GOAL OF THE EXERCISE: List all the lines in these records that hold "Bockariegbay".

Dataset excerpts
[Start of Attachment]
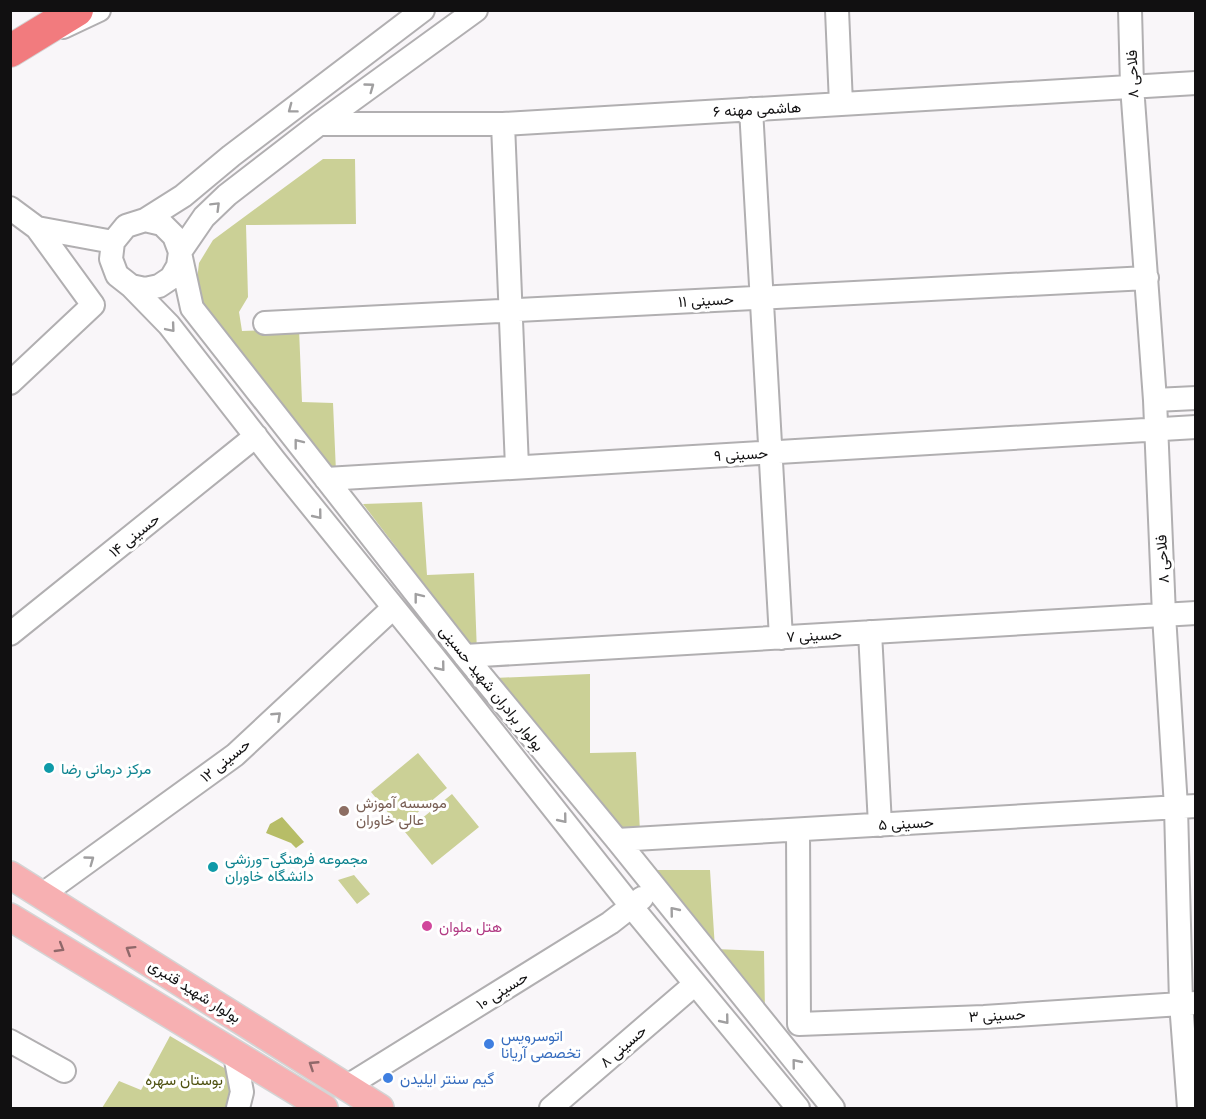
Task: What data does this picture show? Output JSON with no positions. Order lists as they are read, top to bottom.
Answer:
{
  "streets": {
    "main road": ["بولوار شهید قنبری"],
    "street": [
      "فلاحی ۸",
      "هاشمی مهنه ۶",
      "حسینی ۱۱",
      "حسینی ۹",
      "حسینی ۱۴",
      "حسینی ۷",
      "بولوار برادران شهید حسینی",
      "حسینی ۱۲",
      "حسینی ۵",
      "حسینی ۱۰",
      "حسینی ۳",
      "حسینی ۸"
    ]
  },
  "crossings": [
    ["فلاحی ۸", "هاشمی مهنه ۶"],
    ["فلاحی ۸", "حسینی ۱۱"],
    ["فلاحی ۸", "حسینی ۹"],
    ["فلاحی ۸", "حسینی ۷"],
    ["فلاحی ۸", "حسینی ۵"],
    ["فلاحی ۸", "حسینی ۳"],
    ["حسینی ۹", "بولوار برادران شهید حسینی"],
    ["حسینی ۱۴", "بولوار برادران شهید حسینی"],
    ["حسینی ۷", "بولوار برادران شهید حسینی"],
    ["بولوار برادران شهید حسینی", "حسینی ۱۲"],
    ["بولوار برادران شهید حسینی", "حسینی ۵"],
    ["بولوار برادران شهید حسینی", "حسینی ۱۰"],
    ["بولوار برادران شهید حسینی", "حسینی ۸"],
    ["حسینی ۱۲", "بولوار شهید قنبری"],
    ["حسینی ۵", "حسینی ۳"],
    ["حسینی ۱۰", "بولوار شهید قنبری"]
  ],
  "one_way": ["حسینی ۱۲"],
  "parks": ["بوستان سهره"],
  "places": [
    "مرکز درمانی رضا",
    "موسسه آموزش عالی خاوران",
    "مجموعه فرهنگی-ورزشی دانشگاه خاوران",
    "هتل ملوان",
    "اتوسرویس تخصصی آریانا",
    "گیم سنتر ایلیدن"
  ]
}
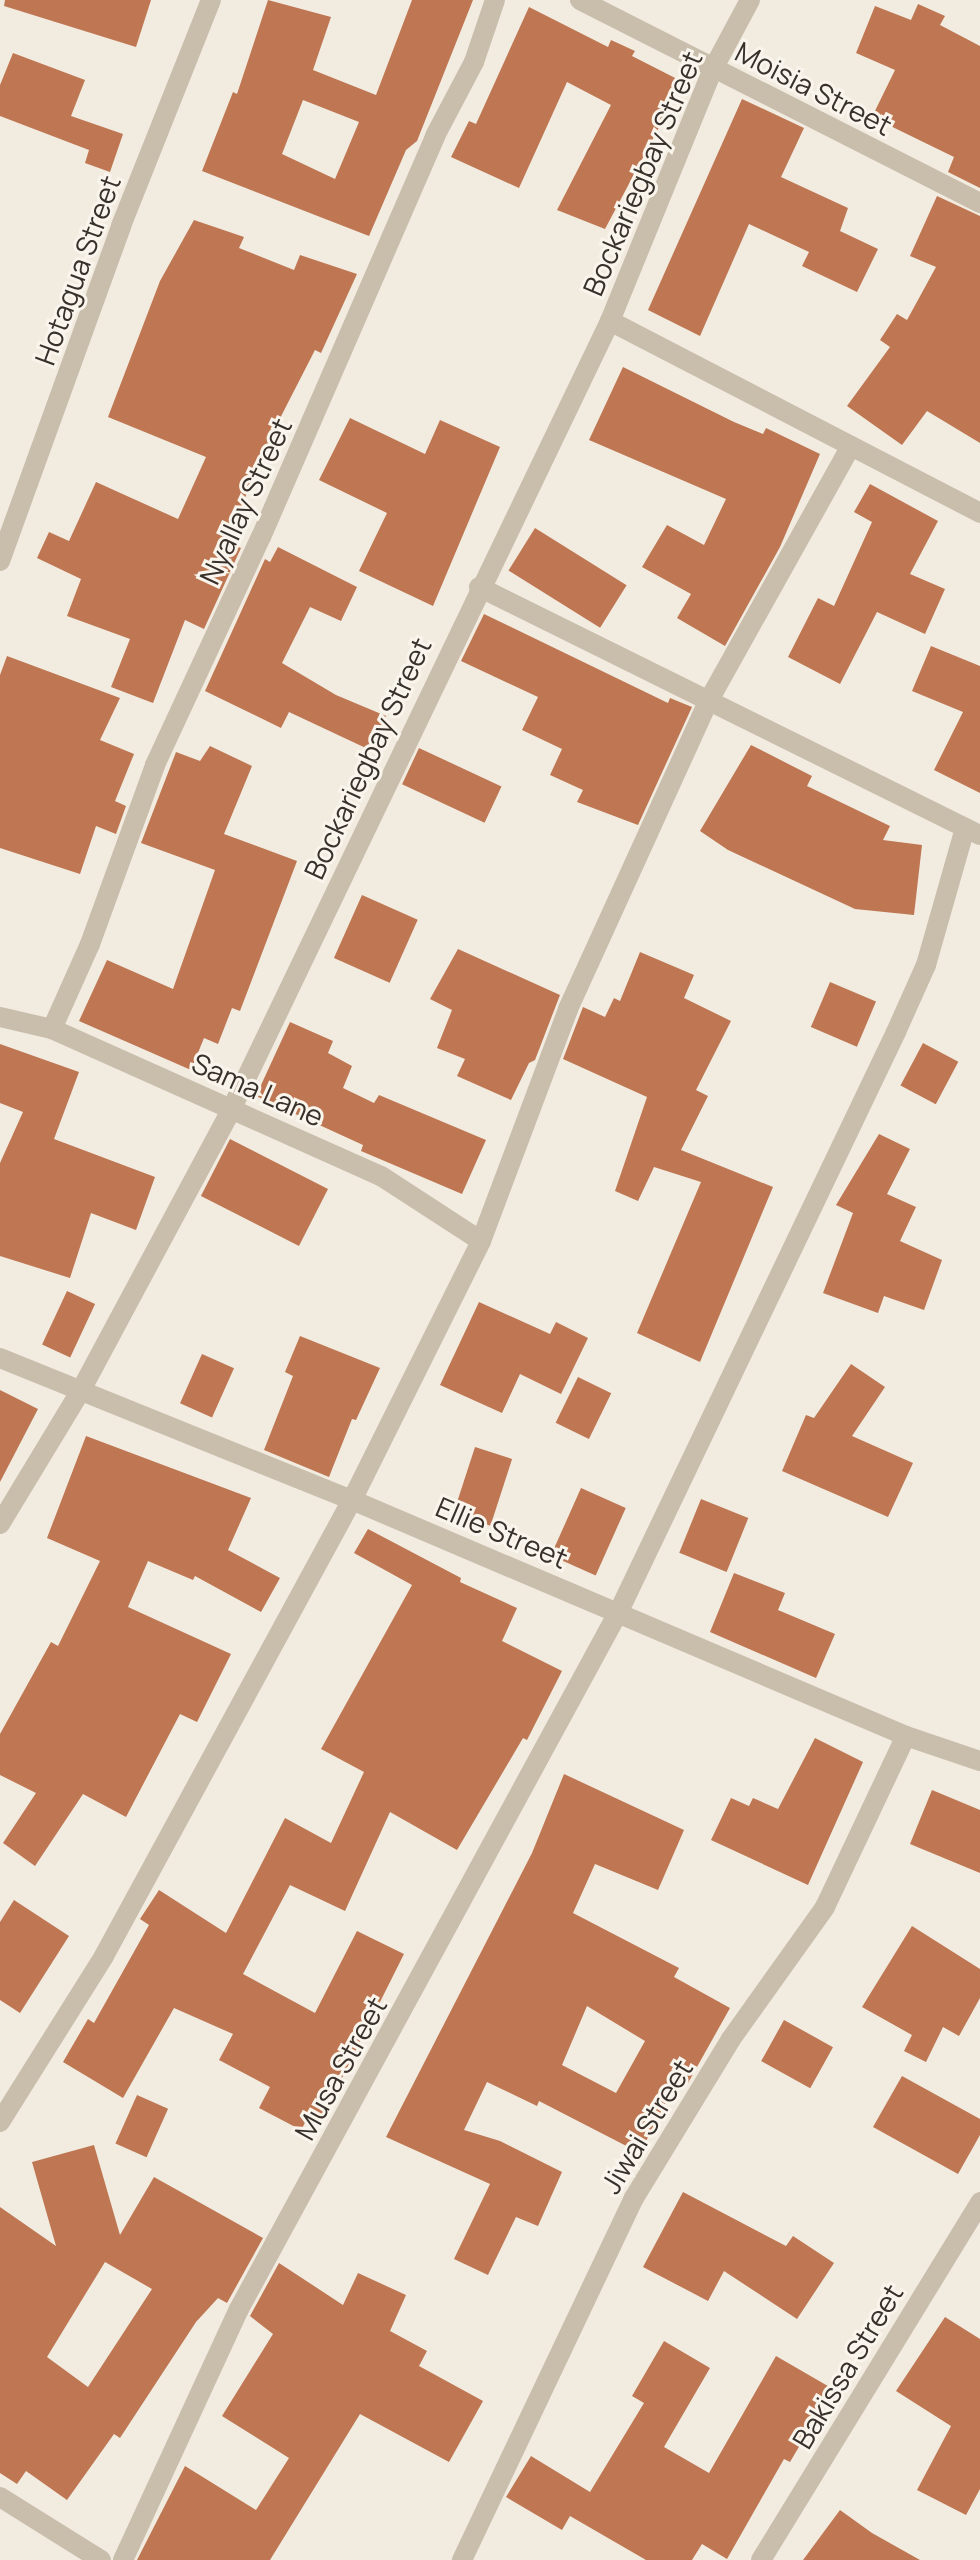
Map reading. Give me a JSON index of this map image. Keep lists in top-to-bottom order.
{
  "streets": {
    "street": [
      "Moisia Street",
      "Bockariegbay Street",
      "Hotagua Street",
      "Nyallay Street",
      "Sama Lane",
      "Ellie Street",
      "Musa Street",
      "Jiwai Street",
      "Bakissa Street"
    ]
  },
  "crossings": [
    ["Moisia Street", "Bockariegbay Street"],
    ["Bockariegbay Street", "Sama Lane"],
    ["Bockariegbay Street", "Ellie Street"],
    ["Nyallay Street", "Sama Lane"],
    ["Ellie Street", "Musa Street"],
    ["Ellie Street", "Jiwai Street"]
  ]
}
[End of Attachment]
RESPONSE AREA:
      "Bockariegbay Street",
    ["Moisia Street", "Bockariegbay Street"],
    ["Bockariegbay Street", "Sama Lane"],
    ["Bockariegbay Street", "Ellie Street"],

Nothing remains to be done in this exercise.